Le socialisme tel que le définit son inventeur Pierre Leroux, soit l’associationnisme, se fonde sur la physiologie distinguée de la compréhension qu’en avait Saint-Simon, donc avec des individus autonomes, et il adhère aussi à l’égalité sauvage de Rousseau, de même que celui de Marx est fonction de la théorie cellulaire définie dans son pays et qu’il prend lui aussi appui sur l’égalité rousseauiste. Or, depuis Hobbes jusqu’à Adam Smith, en passant par Locke, le libéralisme, pour qui l’égalité est secondaire, se construit à partir de récits de voyages dont il tire la conclusion que les sauvages prouvent la théorie économique de la main invisible, théorie qui, comme je le démontre, est physique avant d’être économique, ou économique par détournement des lois physiques. A l’inverse, à la suite de Rousseau, Marx tire de ces récits que la coopération primitive est spontanée, mais il néglige que ce sont les femmes qui, dans ces récits, sont propriétaires de terres, et ce sont elles qui inventent le mutuellisme cher à un Proudhon misogyne, alors qu’elles se répartissent les tâches de récolte sur leurs terres respectives. Quant à Artaud, et c’est là mon lien avec La Bestialité, il adopte tout à la fois les théories préhistorique et cellulaire de la sauvagerie et découvre, de visu, chez des Tarahumaras du Mexique, une sorte de communisme embryonnaire sous la forme de la solidarité spontanée.
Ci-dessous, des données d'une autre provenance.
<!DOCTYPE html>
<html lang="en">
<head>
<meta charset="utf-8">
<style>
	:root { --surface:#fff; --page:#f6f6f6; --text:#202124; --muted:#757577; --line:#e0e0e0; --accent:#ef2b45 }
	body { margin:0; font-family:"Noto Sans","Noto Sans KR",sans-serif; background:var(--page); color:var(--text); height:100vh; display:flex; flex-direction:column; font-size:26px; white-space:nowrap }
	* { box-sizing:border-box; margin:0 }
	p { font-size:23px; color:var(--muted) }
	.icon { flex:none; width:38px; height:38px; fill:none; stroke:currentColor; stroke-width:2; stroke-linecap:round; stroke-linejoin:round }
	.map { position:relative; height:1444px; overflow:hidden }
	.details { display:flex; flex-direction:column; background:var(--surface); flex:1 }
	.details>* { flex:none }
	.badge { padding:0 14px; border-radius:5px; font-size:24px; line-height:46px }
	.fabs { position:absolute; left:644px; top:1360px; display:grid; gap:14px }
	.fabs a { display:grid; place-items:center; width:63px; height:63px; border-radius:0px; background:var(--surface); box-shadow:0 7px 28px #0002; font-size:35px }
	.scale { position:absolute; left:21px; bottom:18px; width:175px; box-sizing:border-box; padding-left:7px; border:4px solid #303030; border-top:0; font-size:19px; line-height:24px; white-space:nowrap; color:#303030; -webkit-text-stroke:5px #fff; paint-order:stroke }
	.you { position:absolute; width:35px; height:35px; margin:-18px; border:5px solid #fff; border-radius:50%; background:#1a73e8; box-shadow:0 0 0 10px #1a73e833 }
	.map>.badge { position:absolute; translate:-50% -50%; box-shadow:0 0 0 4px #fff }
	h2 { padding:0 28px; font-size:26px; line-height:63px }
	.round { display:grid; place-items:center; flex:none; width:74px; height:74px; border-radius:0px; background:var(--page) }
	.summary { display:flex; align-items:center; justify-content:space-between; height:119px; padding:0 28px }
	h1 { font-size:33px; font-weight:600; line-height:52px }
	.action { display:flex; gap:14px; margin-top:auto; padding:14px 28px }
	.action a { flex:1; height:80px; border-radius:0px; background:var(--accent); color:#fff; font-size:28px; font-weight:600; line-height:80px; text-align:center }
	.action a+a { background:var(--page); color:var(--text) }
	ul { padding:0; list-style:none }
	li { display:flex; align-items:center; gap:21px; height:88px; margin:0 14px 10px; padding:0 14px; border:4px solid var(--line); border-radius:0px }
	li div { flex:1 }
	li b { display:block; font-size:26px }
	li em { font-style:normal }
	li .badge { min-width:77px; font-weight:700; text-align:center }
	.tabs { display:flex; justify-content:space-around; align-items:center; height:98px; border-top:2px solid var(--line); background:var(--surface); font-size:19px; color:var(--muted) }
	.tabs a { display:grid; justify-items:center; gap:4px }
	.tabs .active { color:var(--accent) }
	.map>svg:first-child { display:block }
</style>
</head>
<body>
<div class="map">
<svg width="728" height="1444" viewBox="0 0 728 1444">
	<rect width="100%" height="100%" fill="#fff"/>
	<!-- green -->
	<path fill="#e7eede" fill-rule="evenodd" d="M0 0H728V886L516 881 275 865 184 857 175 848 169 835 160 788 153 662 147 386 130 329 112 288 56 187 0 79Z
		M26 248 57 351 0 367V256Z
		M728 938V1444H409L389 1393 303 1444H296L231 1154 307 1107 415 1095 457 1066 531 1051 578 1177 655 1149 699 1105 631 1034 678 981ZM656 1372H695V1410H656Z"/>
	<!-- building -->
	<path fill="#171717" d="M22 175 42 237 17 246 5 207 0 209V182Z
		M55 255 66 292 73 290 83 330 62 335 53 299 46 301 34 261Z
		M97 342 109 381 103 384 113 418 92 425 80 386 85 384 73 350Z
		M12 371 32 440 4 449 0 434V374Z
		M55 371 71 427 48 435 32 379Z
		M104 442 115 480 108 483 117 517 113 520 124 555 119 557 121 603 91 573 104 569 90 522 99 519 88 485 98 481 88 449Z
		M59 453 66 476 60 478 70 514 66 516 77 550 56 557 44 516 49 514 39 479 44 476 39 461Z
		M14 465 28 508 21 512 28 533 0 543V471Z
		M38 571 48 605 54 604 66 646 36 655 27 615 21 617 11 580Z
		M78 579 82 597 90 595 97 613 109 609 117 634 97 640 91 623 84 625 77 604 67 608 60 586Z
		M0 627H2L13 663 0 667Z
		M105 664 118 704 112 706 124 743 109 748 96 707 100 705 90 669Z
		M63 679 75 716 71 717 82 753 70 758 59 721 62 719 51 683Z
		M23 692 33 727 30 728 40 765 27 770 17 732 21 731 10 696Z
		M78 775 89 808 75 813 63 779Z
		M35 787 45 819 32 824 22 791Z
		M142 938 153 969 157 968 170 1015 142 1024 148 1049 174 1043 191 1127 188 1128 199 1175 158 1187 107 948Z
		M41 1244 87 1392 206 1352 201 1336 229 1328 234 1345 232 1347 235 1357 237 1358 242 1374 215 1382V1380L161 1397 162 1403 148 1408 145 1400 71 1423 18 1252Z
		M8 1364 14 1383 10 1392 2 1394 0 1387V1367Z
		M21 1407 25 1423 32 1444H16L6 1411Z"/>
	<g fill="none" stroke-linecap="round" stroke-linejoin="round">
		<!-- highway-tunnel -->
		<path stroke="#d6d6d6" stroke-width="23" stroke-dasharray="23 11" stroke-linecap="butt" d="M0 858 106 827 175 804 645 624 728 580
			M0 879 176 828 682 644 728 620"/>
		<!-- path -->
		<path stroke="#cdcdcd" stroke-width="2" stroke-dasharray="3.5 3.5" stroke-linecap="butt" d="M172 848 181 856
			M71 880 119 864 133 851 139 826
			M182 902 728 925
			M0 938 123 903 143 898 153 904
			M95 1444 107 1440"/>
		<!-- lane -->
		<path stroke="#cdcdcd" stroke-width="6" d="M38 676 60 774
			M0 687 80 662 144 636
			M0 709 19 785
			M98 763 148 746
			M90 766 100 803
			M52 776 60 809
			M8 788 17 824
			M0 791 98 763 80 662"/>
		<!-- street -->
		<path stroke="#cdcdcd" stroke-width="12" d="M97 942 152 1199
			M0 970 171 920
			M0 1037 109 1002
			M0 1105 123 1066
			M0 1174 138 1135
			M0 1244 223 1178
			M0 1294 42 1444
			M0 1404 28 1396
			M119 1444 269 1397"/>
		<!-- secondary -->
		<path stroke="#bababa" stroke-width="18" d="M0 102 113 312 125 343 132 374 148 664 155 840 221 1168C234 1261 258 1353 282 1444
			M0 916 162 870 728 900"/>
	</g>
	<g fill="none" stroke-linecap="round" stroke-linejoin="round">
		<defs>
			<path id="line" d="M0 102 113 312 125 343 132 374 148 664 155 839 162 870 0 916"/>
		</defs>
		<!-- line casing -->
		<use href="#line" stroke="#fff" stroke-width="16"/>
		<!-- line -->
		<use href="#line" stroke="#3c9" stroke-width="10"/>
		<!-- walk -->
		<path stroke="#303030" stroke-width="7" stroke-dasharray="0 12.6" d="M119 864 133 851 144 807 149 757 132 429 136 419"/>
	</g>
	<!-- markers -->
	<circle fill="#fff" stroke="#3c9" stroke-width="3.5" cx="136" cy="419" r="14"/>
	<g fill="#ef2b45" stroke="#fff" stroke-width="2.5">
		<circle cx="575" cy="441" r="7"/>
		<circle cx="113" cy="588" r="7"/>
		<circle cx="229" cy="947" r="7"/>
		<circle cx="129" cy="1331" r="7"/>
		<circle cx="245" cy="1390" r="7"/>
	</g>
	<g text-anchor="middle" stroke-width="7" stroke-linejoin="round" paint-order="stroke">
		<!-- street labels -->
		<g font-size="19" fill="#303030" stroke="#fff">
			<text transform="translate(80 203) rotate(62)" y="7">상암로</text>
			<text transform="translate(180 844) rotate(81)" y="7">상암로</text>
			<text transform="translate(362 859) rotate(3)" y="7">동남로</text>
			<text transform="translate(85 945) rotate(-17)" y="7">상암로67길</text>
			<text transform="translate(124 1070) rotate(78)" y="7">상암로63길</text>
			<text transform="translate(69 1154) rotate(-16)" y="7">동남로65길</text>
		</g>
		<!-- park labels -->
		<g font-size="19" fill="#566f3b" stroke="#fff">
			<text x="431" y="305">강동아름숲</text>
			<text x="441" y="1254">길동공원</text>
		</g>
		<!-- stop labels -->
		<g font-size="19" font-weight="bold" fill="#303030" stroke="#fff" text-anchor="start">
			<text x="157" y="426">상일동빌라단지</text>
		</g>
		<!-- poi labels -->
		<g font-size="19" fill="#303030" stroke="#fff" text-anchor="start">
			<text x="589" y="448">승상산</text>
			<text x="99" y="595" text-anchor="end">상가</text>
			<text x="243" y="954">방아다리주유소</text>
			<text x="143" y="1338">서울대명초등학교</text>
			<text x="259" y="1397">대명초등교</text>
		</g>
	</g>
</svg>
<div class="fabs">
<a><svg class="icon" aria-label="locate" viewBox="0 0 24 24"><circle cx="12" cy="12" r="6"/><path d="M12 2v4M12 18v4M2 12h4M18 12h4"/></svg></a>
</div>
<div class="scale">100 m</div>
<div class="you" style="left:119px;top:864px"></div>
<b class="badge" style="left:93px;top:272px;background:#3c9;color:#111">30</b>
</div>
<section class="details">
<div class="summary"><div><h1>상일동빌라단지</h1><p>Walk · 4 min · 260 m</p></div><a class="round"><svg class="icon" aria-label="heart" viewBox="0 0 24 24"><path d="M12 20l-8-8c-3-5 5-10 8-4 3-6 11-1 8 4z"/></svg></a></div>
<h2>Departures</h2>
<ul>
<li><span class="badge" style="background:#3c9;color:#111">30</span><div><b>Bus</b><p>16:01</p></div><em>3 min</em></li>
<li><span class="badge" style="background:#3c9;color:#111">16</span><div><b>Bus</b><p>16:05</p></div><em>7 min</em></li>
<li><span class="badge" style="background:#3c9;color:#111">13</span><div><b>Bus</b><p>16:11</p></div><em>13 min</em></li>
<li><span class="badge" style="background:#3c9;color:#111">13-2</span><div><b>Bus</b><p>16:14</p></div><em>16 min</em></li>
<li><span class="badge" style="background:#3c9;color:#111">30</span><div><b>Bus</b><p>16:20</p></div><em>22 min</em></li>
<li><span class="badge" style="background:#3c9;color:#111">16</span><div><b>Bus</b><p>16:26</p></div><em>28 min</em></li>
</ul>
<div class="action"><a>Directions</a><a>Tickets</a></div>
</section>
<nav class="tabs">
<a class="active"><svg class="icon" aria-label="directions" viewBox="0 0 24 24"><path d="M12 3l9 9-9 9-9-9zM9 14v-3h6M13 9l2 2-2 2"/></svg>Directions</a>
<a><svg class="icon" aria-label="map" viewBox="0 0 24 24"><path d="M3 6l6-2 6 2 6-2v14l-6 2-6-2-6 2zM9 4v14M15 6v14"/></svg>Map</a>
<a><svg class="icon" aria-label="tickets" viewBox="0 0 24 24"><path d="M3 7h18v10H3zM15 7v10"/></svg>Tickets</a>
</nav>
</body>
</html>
Partant de la physiologie, vous distinguez émotion et passion.

Tout simplement parce que, contrairement à la confusion établie entre les deux par bien des manuels, cette distinction est étymologique, l’émotion étant construite sur le verbe mouvoir et la passion sur passivité, c’est ainsi que, pour Rousseau, l’émotion qui produit le cri est l’une des premières à avoir dû surgir du sauvage, cri du nouveau-né, bien entendu, mais surtout cri d’alerte, puis cri contre l’injustice. C’est pour ce motif que les pouvoirs politiques, depuis les conseils de Hobbes, cultivent les passions pour n’avoir pas à subir les émotions révolutionnaires. Il convient aussi de préciser que c’est la colère seule qui, produisant la violence, a permis, partout en Europe, non pas les « progrès sociaux », mais la restitution, par les États-nations, de la liberté originelle confisquée par le libéralisme.

A vous suivre, l’acceptation du libéralisme serait la suite de la « servitude volontaire » de La Boétie.

Ce n’est pas moi qui le dis, mais La Boétie qui met en cause les régimes dans lesquels le chef est élu par le peuple. Par ailleurs, pour établir sa thèse, il analyse les réactions des animaux sauvages lorsqu’ils sont capturés car, contrairement à l’être humain, l’animal ne se laisse pas domestiquer facilement, c’est la raison pour laquelle Rousseau distingue la domestication de l’animal de celle de l’être humain qui, lui, devient civilisé. Or n’oublions pas que, depuis les Grecs, le civilisé n’est pas seulement celui qui parle le Grec, mais celui qui a refoulé sa violence naturelle supposée, à quoi s’ajoute, à l’époque de Montaigne, en Hollande, l’invention par Erasme d’un humanisme fondé sur le respect du savoir vivre. Le plus instructif est alors que Montaigne avait relevé l’étonnement d’un sauvage rencontré à la cour de Charles IX lorsqu’il constata la servitude volontaire des pauvres dans les villes. Elle est en effet une conséquence de l’urbanisation, alors que, à son époque, donc celle de La Boétie, bien des régions, dont leur Aquitaine, étaient le cadre de révoltes paysannes « sauvages », au sens d’illégales, contre l’impôt féodal et monarchiste, révoltes qui anticipent une autre révolution que celle, urbaine, de 1789. Il convient d’ajouter, pour être complet, que Marat, acteur controversé de la Révolution bourgeoise, avait débuté sa carrière comme médecin, puis écrit un essai, Les Chaînes de l’esclavage, qui n’est pas sans prolonger La Boétie et Rousseau.

(1) : ce point est contesté par les Voltairiens. Dans sa Correspondance publiée, Voltaire a pourtant écrit : "Je m'intéresse à la Compagnie parce que j'ai une partie de mon bien sur elle."